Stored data
******************************
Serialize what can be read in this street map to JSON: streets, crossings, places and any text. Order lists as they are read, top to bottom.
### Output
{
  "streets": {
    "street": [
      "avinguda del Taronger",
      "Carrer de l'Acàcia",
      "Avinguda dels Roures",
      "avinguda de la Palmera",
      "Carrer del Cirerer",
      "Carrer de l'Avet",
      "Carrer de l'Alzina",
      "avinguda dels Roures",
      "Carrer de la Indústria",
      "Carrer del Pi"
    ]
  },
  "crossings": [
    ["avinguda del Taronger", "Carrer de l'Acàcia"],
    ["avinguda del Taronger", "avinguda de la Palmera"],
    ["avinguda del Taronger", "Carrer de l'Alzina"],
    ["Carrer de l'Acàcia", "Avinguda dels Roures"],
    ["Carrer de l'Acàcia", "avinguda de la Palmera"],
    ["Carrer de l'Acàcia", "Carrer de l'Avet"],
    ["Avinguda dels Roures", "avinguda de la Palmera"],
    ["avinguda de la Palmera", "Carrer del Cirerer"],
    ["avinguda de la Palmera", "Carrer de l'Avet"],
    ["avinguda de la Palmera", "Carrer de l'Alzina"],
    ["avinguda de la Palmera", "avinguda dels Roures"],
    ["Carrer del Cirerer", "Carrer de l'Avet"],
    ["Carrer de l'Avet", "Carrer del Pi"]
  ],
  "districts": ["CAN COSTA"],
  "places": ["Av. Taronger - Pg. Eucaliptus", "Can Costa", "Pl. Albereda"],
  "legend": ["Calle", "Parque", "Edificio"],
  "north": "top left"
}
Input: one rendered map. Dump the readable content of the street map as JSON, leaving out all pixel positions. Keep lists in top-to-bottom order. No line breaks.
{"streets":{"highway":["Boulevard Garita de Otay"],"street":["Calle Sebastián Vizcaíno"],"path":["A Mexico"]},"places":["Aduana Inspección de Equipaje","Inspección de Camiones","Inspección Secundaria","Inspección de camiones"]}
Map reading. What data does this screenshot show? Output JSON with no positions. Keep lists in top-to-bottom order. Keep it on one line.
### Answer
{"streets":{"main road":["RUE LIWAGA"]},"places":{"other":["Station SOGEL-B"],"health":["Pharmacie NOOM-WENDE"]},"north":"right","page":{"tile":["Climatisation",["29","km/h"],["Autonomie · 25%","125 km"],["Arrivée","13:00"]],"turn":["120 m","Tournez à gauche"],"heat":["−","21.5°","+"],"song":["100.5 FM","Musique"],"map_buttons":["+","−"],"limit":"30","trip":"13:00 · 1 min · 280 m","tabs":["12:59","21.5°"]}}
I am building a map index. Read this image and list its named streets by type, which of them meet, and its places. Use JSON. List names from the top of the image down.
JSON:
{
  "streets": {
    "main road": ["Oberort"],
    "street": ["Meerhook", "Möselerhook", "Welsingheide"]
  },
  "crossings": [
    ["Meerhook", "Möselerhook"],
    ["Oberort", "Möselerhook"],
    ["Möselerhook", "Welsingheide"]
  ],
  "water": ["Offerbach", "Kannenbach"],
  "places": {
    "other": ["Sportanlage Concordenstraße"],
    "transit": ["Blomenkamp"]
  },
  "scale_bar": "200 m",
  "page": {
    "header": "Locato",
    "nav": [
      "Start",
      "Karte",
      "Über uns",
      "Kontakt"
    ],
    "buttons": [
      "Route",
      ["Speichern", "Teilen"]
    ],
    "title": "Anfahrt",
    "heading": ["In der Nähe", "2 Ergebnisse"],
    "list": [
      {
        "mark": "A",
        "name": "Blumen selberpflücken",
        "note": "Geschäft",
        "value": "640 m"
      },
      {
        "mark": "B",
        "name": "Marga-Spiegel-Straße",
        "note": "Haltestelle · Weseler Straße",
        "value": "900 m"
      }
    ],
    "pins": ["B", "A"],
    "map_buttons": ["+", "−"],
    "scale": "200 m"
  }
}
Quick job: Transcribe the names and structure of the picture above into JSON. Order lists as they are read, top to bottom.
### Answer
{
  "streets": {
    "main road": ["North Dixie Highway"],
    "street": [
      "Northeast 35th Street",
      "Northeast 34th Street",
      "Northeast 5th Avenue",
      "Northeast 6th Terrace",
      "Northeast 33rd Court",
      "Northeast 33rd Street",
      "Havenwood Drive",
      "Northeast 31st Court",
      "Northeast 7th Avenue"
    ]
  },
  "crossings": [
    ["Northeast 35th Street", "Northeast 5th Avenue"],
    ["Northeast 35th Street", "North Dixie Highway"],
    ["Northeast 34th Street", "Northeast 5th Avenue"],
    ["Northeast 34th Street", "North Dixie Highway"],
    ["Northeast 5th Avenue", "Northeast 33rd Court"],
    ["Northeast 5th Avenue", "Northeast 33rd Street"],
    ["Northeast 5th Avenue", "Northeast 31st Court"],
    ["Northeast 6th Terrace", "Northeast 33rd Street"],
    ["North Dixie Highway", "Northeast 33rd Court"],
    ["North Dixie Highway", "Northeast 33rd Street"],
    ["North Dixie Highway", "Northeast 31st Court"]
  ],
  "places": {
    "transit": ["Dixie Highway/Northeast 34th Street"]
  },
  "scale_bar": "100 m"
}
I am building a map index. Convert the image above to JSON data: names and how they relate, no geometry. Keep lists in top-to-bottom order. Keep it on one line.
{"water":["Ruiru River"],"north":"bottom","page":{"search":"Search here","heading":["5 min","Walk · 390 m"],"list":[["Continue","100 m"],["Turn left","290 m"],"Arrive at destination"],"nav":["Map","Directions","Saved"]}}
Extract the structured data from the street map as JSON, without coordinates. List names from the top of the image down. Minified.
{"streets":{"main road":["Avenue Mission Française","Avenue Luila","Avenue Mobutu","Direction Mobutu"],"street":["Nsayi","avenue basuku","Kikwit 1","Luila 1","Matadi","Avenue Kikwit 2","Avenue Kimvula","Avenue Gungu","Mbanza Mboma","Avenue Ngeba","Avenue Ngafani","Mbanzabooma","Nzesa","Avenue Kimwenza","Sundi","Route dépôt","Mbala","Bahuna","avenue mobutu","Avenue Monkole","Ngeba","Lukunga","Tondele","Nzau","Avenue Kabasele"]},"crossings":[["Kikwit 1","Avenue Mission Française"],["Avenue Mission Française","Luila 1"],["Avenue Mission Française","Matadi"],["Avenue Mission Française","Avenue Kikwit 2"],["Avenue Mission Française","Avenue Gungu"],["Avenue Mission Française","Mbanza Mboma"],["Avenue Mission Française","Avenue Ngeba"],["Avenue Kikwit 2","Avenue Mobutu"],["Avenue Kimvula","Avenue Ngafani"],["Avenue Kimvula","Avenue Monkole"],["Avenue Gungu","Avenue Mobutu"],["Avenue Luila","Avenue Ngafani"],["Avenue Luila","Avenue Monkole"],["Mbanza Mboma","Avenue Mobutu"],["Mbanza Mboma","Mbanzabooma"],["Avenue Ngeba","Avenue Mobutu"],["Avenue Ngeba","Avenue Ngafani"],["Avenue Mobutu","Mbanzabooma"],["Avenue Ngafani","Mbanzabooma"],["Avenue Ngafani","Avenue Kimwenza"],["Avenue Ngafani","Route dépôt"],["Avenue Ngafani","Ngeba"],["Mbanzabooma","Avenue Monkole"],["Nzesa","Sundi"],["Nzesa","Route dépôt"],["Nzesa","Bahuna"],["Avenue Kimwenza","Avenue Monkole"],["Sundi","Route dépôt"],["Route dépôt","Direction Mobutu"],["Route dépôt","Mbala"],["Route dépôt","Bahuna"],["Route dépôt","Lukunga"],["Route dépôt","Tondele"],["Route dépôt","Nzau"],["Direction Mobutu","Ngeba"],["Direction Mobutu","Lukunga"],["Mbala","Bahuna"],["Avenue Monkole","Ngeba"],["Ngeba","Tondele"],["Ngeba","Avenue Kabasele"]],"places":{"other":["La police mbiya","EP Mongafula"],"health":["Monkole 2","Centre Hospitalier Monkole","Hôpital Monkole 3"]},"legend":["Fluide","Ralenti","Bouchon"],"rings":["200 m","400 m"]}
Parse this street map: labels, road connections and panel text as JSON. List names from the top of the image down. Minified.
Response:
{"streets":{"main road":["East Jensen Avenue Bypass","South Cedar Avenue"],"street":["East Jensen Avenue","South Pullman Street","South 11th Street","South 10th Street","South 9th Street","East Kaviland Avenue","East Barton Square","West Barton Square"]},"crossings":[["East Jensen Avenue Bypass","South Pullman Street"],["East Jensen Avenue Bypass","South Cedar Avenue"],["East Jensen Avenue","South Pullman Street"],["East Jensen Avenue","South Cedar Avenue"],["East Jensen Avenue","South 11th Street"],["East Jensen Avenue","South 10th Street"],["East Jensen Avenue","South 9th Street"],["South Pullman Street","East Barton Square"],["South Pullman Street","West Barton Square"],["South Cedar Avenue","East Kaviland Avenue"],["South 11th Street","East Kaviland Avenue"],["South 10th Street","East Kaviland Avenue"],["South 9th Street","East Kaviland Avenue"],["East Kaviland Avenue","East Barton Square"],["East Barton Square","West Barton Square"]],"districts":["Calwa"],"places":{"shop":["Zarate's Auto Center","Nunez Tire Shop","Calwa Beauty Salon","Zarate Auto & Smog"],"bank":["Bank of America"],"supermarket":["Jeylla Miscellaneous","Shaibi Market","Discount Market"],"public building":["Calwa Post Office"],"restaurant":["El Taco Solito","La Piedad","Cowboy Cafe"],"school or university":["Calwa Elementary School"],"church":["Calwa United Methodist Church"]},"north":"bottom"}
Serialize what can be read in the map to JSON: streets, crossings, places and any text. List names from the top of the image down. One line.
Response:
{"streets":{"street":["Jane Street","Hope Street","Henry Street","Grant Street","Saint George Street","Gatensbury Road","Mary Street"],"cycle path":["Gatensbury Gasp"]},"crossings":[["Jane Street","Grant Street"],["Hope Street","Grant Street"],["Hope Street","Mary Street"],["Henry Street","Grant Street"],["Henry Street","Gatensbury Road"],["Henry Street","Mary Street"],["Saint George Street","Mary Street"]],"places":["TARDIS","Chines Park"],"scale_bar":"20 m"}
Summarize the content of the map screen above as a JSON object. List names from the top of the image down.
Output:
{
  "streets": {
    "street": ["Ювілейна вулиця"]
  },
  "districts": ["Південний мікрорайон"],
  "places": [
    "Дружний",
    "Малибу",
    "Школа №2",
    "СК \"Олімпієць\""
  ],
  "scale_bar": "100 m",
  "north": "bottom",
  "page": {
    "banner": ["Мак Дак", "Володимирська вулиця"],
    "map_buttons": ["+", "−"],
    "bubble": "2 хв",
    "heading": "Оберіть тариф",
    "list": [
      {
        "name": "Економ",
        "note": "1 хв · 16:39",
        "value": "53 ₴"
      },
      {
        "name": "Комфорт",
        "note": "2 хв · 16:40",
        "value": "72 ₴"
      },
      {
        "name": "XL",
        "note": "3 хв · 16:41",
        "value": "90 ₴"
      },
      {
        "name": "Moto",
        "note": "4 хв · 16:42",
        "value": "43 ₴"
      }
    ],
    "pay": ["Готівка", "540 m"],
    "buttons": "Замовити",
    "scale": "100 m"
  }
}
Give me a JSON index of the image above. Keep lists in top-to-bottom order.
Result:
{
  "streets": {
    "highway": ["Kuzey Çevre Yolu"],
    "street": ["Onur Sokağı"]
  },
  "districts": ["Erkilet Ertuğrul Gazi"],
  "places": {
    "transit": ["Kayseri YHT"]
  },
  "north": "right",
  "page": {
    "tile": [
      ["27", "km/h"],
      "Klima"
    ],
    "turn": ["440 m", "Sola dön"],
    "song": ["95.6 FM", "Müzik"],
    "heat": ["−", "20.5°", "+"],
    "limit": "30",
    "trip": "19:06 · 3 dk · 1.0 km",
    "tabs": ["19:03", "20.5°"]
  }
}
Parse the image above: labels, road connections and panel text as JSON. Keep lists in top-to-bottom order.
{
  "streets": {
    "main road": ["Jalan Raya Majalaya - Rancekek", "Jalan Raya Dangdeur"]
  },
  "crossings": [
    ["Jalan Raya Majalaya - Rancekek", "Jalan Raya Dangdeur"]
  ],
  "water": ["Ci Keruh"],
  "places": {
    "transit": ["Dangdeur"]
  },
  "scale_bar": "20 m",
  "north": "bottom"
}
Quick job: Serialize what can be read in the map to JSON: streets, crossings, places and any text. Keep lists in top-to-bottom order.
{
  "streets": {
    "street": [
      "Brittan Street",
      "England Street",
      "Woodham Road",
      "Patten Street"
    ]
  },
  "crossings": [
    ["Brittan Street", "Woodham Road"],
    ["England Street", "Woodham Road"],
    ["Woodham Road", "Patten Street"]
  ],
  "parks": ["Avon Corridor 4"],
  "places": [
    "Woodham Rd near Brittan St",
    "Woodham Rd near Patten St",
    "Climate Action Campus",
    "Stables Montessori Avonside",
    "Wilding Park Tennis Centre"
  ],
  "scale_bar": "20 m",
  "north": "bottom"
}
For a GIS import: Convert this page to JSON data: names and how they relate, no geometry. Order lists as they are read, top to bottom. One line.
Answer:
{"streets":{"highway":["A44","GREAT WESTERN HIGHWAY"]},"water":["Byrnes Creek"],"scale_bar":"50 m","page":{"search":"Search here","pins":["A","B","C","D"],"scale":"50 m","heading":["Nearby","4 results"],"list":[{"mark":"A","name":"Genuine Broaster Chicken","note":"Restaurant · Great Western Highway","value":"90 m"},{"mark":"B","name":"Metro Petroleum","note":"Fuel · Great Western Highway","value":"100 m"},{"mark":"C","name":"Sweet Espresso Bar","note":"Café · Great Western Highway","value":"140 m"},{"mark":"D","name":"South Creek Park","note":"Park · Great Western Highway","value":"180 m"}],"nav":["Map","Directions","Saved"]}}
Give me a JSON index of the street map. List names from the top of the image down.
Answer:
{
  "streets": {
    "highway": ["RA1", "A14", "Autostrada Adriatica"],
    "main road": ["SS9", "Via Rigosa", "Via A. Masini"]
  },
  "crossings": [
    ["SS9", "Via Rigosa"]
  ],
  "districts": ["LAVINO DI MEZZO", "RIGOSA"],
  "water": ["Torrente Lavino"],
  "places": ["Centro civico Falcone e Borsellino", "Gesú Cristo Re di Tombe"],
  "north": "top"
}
******************************
* _DIRECTIONS_
Go through the data and gather every line that holds "Give".

* _ANSWER FOR THIS EXERCISE_
Give me a JSON index of the image above. Keep lists in top-to-bottom order.
Give me a JSON index of the street map. List names from the top of the image down.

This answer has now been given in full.